The current shows at the Philadelphia Photo Arts Center, the winners of their annual Contemporary Photography Competition, despite their formal differences, are strangely alike—and entirely by accident.
Christine Elfman’s Even Amaranth, an eerie selection of nature scenes and images of Classical sculpture, plays off Mark Jayson Quines’ companion exhibition NOBODY, which comprises snapshots of people and objects in everyday settings, interwoven with actual examples of these valuable artifacts of daily life: smartphones and Air Jordans sneakers. Despite the vastly different nature, style, and subject matter of Elfman’s and Quines’ practices, Even Amaranth and NOBODY cannily come together to form the two halves of the answer to the question: "what lasts?" What is eternal? What will outlive us after we are gone?
Exhibition review by Deborah Krieger
According to this year’s juror Christopher McCall (of Pier 24 in San Francisco), the winners struck him with their storytelling, “message,” and “voice,” which he found so clear in their vastly differing submissions. After winning the competition, the artists worked alone on their shows, located in two carved-out galleries in the main space of the Photo Arts Center, selecting the best works from their winning entries.
Christine Elfman’s Even Amaranth immediately encourages viewers to think about permanence, and what can survive the weathering of time. Her silver gelatin prints of trees, forests, and snowy hills, all purposefully devoid of people, evoke an atmosphere of serenity as if they’ve been this way forever, untouched by humankind. The images of Roman sculpture, on the other hand, betray a deliberately obvious human manipulation: Elfman’s show title derives its name from plant dye, which makes her photographs appear faded, almost overexposed.
Still, the mere fact that we still have these marbles in 2018 attests to their longevity and ability to endure, just as nature endures; Elfman drives home this point in a magnificent grouping of three works—two nature prints of fallen trees and an orangey-dyed snapshot of a sculpture of Acteon Attacked by His Hounds—mirror one another formally, with the angle of Acteon’s torso echoing the angle of the tree trunks. Elfman’s emphasis on formal similarities continues on the opposite wall, where the ridges of snow crusting the surface of a cliff visually rhyme with the drapery folds of another marble sculpture.
Even when Elfman does include actual people in her compositions, they are deliberately made to look like marble; the disembodied hands in several works hold wilting flowers and branches, already an allusion to their death and decay. Despite their frozen appearance, the hands (and their human owners) won’t last forever, and the branches, severed from the tree, will eventually fade into nothing as well.
Mark Jayson Quines’ NOBODY complements Elfman’s theme of permanence, and presents another perspective on what ultimately lasts.
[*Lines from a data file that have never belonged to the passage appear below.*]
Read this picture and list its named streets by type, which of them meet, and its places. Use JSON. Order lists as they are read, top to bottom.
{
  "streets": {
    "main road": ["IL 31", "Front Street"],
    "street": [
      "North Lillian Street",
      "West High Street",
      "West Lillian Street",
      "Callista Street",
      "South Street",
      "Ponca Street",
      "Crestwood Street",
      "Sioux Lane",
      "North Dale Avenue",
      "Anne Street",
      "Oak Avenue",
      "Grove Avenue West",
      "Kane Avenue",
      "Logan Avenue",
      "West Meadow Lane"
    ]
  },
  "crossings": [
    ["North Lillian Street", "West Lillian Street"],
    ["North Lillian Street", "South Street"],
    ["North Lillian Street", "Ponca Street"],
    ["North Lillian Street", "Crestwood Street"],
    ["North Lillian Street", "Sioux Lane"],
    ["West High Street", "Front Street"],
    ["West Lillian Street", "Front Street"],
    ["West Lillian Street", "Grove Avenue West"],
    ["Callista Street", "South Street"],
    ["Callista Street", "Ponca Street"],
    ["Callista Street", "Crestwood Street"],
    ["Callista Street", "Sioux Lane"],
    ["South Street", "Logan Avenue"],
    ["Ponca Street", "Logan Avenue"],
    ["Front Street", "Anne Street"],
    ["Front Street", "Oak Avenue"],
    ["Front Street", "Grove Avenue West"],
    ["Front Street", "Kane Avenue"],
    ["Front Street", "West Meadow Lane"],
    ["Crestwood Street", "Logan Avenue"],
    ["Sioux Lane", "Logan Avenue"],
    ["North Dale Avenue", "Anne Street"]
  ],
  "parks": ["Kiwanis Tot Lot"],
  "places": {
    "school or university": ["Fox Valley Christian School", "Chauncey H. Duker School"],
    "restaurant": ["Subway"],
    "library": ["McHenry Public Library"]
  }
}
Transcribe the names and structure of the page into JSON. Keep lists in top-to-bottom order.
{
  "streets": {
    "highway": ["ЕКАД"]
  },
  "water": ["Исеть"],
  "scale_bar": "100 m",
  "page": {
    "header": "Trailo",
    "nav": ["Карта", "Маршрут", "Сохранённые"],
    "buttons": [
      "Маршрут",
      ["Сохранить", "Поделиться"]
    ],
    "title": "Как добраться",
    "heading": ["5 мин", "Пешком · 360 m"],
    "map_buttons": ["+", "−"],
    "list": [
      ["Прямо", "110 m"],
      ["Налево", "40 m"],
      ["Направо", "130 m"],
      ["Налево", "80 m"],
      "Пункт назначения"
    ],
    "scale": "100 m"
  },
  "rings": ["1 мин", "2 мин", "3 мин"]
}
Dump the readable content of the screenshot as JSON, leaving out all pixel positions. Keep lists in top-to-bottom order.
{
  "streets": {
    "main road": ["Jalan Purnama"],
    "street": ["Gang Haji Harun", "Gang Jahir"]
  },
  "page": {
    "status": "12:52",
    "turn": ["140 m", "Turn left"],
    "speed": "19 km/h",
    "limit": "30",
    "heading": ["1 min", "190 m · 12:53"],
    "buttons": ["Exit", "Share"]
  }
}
Elfman’s introduction of the human element to her work is purposefully fragmented and meant to resemble the marble sculpture she depicts elsewhere in the gallery space. Quines’ occasional portraits of people, scattered through his images of urban scenery and commodities, make it clear that he is concerned with the active relationship between living, breathing people and what they want to buy as an exploration of human nature.
If Elfman asserts through her imagery that nature and the work of man—namely, the Greek statuary—are what lasts, then Quines’ humanistic portraits of object-oriented desires and excess assert that it is human relationships and emotions that remain, and that continue to exist across all categories of humanity. Quines’ carefully juxtaposed color photographs and objects represent temporal journeys, just as Elfman’s ancient marble sculptures and stately, wizened trees do, but to make the opposite point.
The objects Quines has chosen either to display on their own or to depict in his photographs—smartphones, Air Jordans sneakers, (deflated) basketballs, a pinball game based on the film Space Jam, a gated mansion—are precisely not meant to last: they are meant to be lusted after, purchased, used, discarded, and replaced as consumer goods. What does last, per Quines, is the human element that drives us to want these disposable artifacts (and, in the case of the sneakers, smartphones, and mansion, signify wealth and power), rather than the objects themselves. A pamphlet posed in a shrine-like display on one wall of the gallery, titled “Money: Hard to Get But Easy to Spend,” which dates from 1971 and originates from Nigeria, makes it clear that the preoccupation with money and its power of acquisition are far from a contemporary American phenomenon.
Quines’ inclusion of real people in his photographs works on a similar level: individuals will inevitably die, but the relationships between them (seen in a particularly tender portrait of a family waiting for their bus) are the lasting thing. He presents the element of celebrity worship, as evidenced by the allusions to Michael Jordan (Space Jam pinball, sneakers, a trading card) as something that will endure, even if the arcade game will break, the sneakers will be worn down, the card will be thrown away, and Jordan will pass away, as we all do.